Data section:
.....

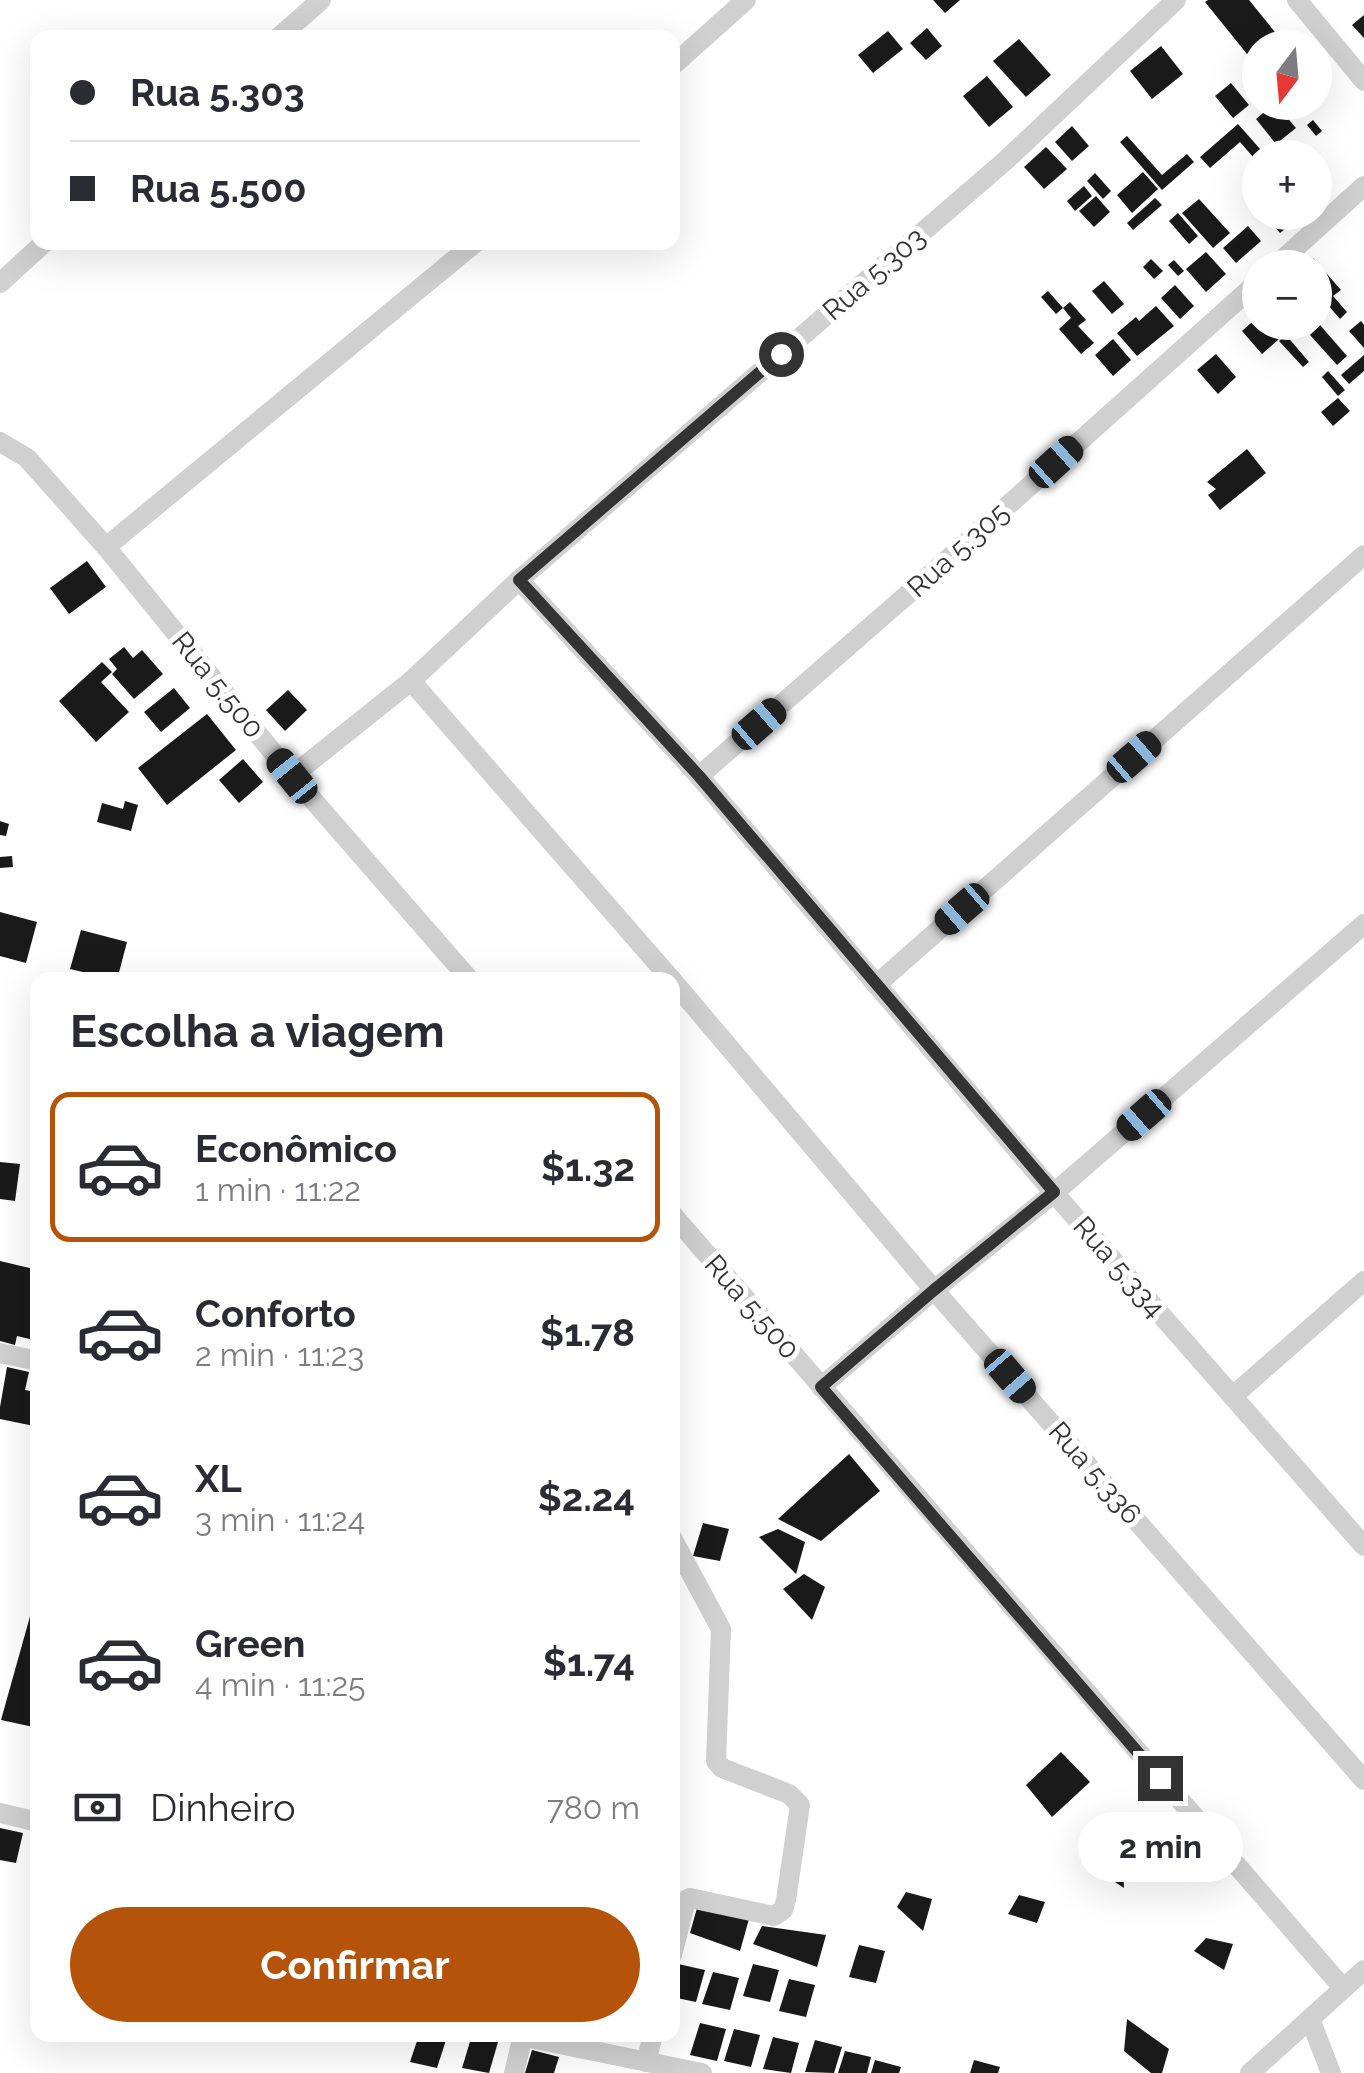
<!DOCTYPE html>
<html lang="pt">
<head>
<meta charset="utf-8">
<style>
  :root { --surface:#fff; --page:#f2f2f3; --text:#2b2b33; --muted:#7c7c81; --line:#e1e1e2; --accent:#b45309 }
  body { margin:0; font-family:Raleway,sans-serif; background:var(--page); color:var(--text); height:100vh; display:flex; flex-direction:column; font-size:38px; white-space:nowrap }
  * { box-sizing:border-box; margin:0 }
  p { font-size:32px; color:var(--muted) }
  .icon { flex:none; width:55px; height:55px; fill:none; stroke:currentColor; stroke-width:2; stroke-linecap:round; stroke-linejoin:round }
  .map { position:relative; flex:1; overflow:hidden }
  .drawer { position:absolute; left:30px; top:972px; width:650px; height:1070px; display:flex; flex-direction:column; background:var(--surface); border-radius:20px; box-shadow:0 10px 40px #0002 }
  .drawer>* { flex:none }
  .top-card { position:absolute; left:30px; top:30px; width:650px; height:220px; border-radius:20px; box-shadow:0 10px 40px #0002; display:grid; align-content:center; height:220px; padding:0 40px; background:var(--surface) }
  .needle { width:65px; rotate:196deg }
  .fabs { position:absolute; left:1242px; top:30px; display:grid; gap:20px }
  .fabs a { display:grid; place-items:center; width:90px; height:90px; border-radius:50%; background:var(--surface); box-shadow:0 10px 40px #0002; font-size:50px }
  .end { position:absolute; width:45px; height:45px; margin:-22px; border:12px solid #333; background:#fff; box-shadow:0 0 0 5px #fff }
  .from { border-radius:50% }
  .bubble { position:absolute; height:70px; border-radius:35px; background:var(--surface); box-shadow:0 10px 40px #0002; font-size:32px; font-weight:700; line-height:70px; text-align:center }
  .car { position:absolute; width:30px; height:60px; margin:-30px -15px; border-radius:12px; box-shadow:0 0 8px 2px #0007; background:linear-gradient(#222 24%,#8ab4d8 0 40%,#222 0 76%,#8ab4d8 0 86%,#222 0) }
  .top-card b { display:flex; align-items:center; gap:35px; height:95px; font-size:38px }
  .top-card b+b { border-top:2px solid var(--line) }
  .top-card i { width:25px; height:25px; background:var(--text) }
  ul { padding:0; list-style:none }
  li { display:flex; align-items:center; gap:30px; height:150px; margin:0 20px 15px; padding:0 20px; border:5px solid transparent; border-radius:20px }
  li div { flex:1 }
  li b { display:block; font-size:38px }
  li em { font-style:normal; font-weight:700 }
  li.on { border-color:var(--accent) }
  li>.icon { width:90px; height:90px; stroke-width:1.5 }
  h2 { padding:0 40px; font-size:45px; line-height:120px }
  .pay { display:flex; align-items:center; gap:25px; height:110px; padding:0 40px; font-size:38px }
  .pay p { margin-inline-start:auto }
  .button { display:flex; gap:20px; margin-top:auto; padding:20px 40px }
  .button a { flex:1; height:115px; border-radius:60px; background:var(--accent); color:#fff; font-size:40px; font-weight:700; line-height:115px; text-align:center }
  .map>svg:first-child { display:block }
  .building { fill:#1a1a1a }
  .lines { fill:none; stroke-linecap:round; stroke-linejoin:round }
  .minor { stroke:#d0d0d0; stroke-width:20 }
  .route { stroke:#333; stroke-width:12 }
  .labels { text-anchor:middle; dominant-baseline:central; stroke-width:10; stroke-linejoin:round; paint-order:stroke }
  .street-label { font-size:28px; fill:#333; stroke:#fff }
</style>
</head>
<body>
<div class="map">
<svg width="1364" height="2073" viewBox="0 0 1364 2073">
  <rect width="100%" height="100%" fill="#fff"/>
  <g class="building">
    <polygon points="933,0 960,0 945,13"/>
    <polygon points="1208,0 1249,0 1279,37 1266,48 1260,48 1260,52 1251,59 1205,2"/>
    <polygon points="1364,15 1364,38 1352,25"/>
    <polygon points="927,28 942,46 926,60 910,43"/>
    <polygon points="888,31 903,49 873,73 858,55"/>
    <polygon points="1019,39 1051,75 1026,97 993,61"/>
    <polygon points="1161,46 1183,74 1152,99 1130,71"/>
    <polygon points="987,76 1013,107 989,127 963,96"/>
    <polygon points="1231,83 1249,105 1233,118 1215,96"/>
    <polygon points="1275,103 1296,128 1276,144 1256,119"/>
    <polygon points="1313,120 1322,131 1316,136 1307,125"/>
    <polygon points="1238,124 1268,158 1260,158 1260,165 1240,142 1210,168 1200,157"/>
    <polygon points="1072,126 1089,146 1072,161 1055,142"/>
    <polygon points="1127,136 1162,175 1187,154 1194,162 1162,190 1120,142"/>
    <polygon points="1046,147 1067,169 1044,189 1024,167"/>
    <polygon points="1143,172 1158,189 1132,213 1117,195"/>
    <polygon points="1095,173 1111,191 1103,199 1087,181"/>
    <polygon points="1084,186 1092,196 1075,211 1067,201"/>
    <polygon points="1096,196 1110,212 1094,227 1079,211"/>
    <polygon points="1155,198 1162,205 1133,230 1127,223"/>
    <polygon points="1199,199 1230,233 1213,248 1182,213"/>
    <polygon points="1263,212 1297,212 1300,217 1280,233"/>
    <polygon points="1178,213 1198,236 1189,244 1169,221"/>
    <polygon points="1248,226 1261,241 1236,263 1223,248"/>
    <polygon points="1206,252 1226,274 1206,292 1186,269"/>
    <polygon points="1313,258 1341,290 1333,296 1347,312 1340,319 1315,290 1315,268 1302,268"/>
    <polygon points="1151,259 1163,271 1154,279 1143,267"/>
    <polygon points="1174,260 1184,271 1178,276 1168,265"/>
    <polygon points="1104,281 1124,304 1112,314 1092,291"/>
    <polygon points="1175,285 1194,306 1180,319 1161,298"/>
    <polygon points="1048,291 1063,308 1070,302 1086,320 1078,326 1094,343 1081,354 1059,329 1071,318 1063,308 1056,314 1041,297"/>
    <polygon points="1315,304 1324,315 1307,330 1301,322 1315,322"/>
    <polygon points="1156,306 1174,326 1137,356 1117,333 1136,317 1139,321"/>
    <polygon points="1260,315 1260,322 1264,322 1279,339 1262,354 1242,331"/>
    <polygon points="1361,321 1364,325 1364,348 1349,331"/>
    <polygon points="1320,325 1347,356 1337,365 1310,335"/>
    <polygon points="1286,335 1309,362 1303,367 1279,341"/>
    <polygon points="1113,339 1131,360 1113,376 1095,355"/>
    <polygon points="1216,354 1236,377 1218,394 1197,370"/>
    <polygon points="1364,355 1364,371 1349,384 1341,375"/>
    <polygon points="1328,371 1345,390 1338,396 1322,377"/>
    <polygon points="1338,398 1350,411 1333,426 1321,412"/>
    <polygon points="1247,449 1266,473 1220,510 1208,495 1216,489 1207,482"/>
    <polygon points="87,561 106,587 69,614 50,588"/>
    <polygon points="124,647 133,658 142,650 163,674 134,699 112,674 117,669 109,659"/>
    <polygon points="102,662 112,672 101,682 129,712 96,742 59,701"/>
    <polygon points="174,688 190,708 161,732 144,712"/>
    <polygon points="288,690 307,710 285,731 266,710"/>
    <polygon points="207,714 236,750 167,805 138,768"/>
    <polygon points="243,759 263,782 239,803 219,780"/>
    <polygon points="125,801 138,805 131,831 97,822 102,803 123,809"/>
    <polygon points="0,821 9,824 6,836 0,835"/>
    <polygon points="12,856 13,867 0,868 0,857"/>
    <polygon points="0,912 37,922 26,963 0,956"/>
    <polygon points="81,930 127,942 117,980 70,969"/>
    <polygon points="0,1162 20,1164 15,1201 0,1199"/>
    <polygon points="0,1261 38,1270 38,1341 17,1336 15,1345 0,1341"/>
    <polygon points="7,1367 29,1372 25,1390 35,1392 32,1404 38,1405 34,1426 0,1419 0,1407"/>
    <polygon points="672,1436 680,1437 674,1460 672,1460"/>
    <polygon points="849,1454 880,1491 821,1541 778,1519"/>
    <polygon points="703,1523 729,1529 720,1561 693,1556"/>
    <polygon points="778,1529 805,1542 796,1574 759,1537"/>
    <polygon points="804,1574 825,1587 812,1620 783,1589"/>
    <polygon points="36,1595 38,1595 38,1728 1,1720"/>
    <polygon points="1061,1752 1090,1782 1052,1817 1026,1785"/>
    <polygon points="0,1828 23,1833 16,1863 0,1860"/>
    <polygon points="1093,1841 1123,1867 1124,1888 1080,1859"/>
    <polygon points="906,1892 932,1899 923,1931 897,1907"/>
    <polygon points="1019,1895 1045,1902 1037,1923 1008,1914"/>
    <polygon points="697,1908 749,1919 740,1951 690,1933"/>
    <polygon points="762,1926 826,1935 817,1967 753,1944"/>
    <polygon points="1206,1938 1233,1944 1224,1970 1194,1951"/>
    <polygon points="859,1945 885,1951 876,1983 849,1977"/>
    <polygon points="678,1964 705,1970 696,2002 672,1997 672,1983"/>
    <polygon points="753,1964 779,1970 770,2002 743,1996"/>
    <polygon points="713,1972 739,1978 730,2010 702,2004"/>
    <polygon points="789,1979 815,1985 806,2017 779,2011"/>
    <polygon points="1127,2019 1169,2049 1162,2073 1151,2073 1124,2051"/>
    <polygon points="700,2023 726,2029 717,2061 690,2055"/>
    <polygon points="734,2029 760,2035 751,2067 724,2061"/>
    <polygon points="419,2035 447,2037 437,2068 410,2062"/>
    <polygon points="472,2035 498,2042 489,2073 462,2068"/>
    <polygon points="773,2037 799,2043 791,2073 763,2069"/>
    <polygon points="815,2040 842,2047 834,2073 805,2072"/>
    <polygon points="532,2050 559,2057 554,2073 525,2073"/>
    <polygon points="845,2051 871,2057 867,2073 838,2073"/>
    <polygon points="875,2060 901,2067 899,2073 871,2073"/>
    <polygon points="974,2060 1000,2067 998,2073 970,2073"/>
  </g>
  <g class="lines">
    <g class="minor">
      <polyline points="1297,0 1364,81"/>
      <polyline points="278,38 321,0"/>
      <polyline points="672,66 746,0"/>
      <polyline points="1273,268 1364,186"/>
      <polyline points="0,283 45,242"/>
      <polyline points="0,442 27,458 106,547 292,776 470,980"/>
      <polyline points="106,547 476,242"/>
      <polyline points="519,580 699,776 1054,1193 1364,1546"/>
      <polyline points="411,681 672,980"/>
      <polyline points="292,776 411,681 519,580 1005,161 1176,0"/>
      <polyline points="699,776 939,567 1260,280"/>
      <polyline points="672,980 934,1290 1364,1780"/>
      <polyline points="876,985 1364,555"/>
      <polyline points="672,1214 1343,1988"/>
      <polyline points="0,1353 38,1361"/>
      <polyline points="821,1387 934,1290 1054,1193 1364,924"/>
      <polyline points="1233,1396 1364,1281"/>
      <polyline points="672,1538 721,1629 716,1761 722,1768 789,1794 800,1805 786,1900 783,1910 774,1916 690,1898 686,1900 672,1955"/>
      <polyline points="0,1813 38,1822"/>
      <polyline points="1310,2019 1331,2073"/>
      <polyline points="646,2062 653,2035"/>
      <polyline points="514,2073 522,2040 530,2038 702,2073"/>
      <polyline points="1250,2073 1364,1970"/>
    </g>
  </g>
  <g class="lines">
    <polyline class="route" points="781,354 519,580 699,776 1054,1192 934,1290 821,1387 1160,1778"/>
  </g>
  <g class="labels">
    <g class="street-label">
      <text transform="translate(874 274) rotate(-41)">Rua 5.303</text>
      <text transform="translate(958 550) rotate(-42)">Rua 5.305</text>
      <text transform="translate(218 685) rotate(51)">Rua 5.500</text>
      <text transform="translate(1119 1267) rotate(49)">Rua 5.334</text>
      <text transform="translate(752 1307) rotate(49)">Rua 5.500</text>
      <text transform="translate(1095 1473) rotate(49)">Rua 5.336</text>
    </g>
  </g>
</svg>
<div class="fabs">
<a><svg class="needle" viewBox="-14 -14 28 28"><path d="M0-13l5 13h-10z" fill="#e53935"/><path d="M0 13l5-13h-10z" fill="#7c7c81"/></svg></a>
<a>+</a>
<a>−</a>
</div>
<i class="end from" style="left:781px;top:354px"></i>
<i class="end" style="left:1160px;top:1778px"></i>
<div class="bubble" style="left:1078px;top:1812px;width:165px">2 min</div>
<i class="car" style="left:1056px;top:462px;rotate:48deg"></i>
<i class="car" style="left:759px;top:724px;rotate:49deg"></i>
<i class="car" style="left:1134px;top:757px;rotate:49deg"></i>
<i class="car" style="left:292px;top:776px;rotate:321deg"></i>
<i class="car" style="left:962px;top:909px;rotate:229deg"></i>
<i class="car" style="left:1144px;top:1115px;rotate:229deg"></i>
<i class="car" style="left:1010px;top:1376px;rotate:139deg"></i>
<div class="top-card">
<b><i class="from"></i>Rua 5.303</b>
<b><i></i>Rua 5.500</b>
</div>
<section class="drawer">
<h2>Escolha a viagem</h2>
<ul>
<li class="on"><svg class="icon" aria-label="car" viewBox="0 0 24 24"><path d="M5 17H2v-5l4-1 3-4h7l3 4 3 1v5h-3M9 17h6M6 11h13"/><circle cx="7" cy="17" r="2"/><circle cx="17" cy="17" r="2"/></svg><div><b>Econômico</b><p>1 min · 11:22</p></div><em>$1.32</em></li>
<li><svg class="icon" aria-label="car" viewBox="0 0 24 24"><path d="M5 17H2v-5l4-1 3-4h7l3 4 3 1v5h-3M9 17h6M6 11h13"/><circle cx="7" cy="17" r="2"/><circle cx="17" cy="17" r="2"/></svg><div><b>Conforto</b><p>2 min · 11:23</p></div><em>$1.78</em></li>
<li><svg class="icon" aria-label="car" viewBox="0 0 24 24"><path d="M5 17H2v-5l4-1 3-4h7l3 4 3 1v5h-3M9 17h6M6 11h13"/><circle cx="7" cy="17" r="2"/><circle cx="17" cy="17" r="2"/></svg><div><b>XL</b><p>3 min · 11:24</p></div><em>$2.24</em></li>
<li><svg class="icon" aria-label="car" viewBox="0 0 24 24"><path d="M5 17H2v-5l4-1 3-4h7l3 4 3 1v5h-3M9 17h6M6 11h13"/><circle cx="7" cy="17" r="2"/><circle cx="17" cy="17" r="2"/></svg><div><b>Green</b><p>4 min · 11:25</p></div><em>$1.74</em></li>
</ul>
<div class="pay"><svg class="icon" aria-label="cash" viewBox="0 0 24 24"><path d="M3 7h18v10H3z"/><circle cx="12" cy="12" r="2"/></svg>Dinheiro<p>780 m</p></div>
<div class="button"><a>Confirmar</a></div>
</section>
</div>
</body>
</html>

.....

Directions: Each line of the data that contains "weight" belongs in the answer.

Exercise output:
  .bubble { position:absolute; height:70px; border-radius:35px; background:var(--surface); box-shadow:0 10px 40px #0002; font-size:32px; font-weight:700; line-height:70px; text-align:center }
  li em { font-style:normal; font-weight:700 }
  .button a { flex:1; height:115px; border-radius:60px; background:var(--accent); color:#fff; font-size:40px; font-weight:700; line-height:115px; text-align:center }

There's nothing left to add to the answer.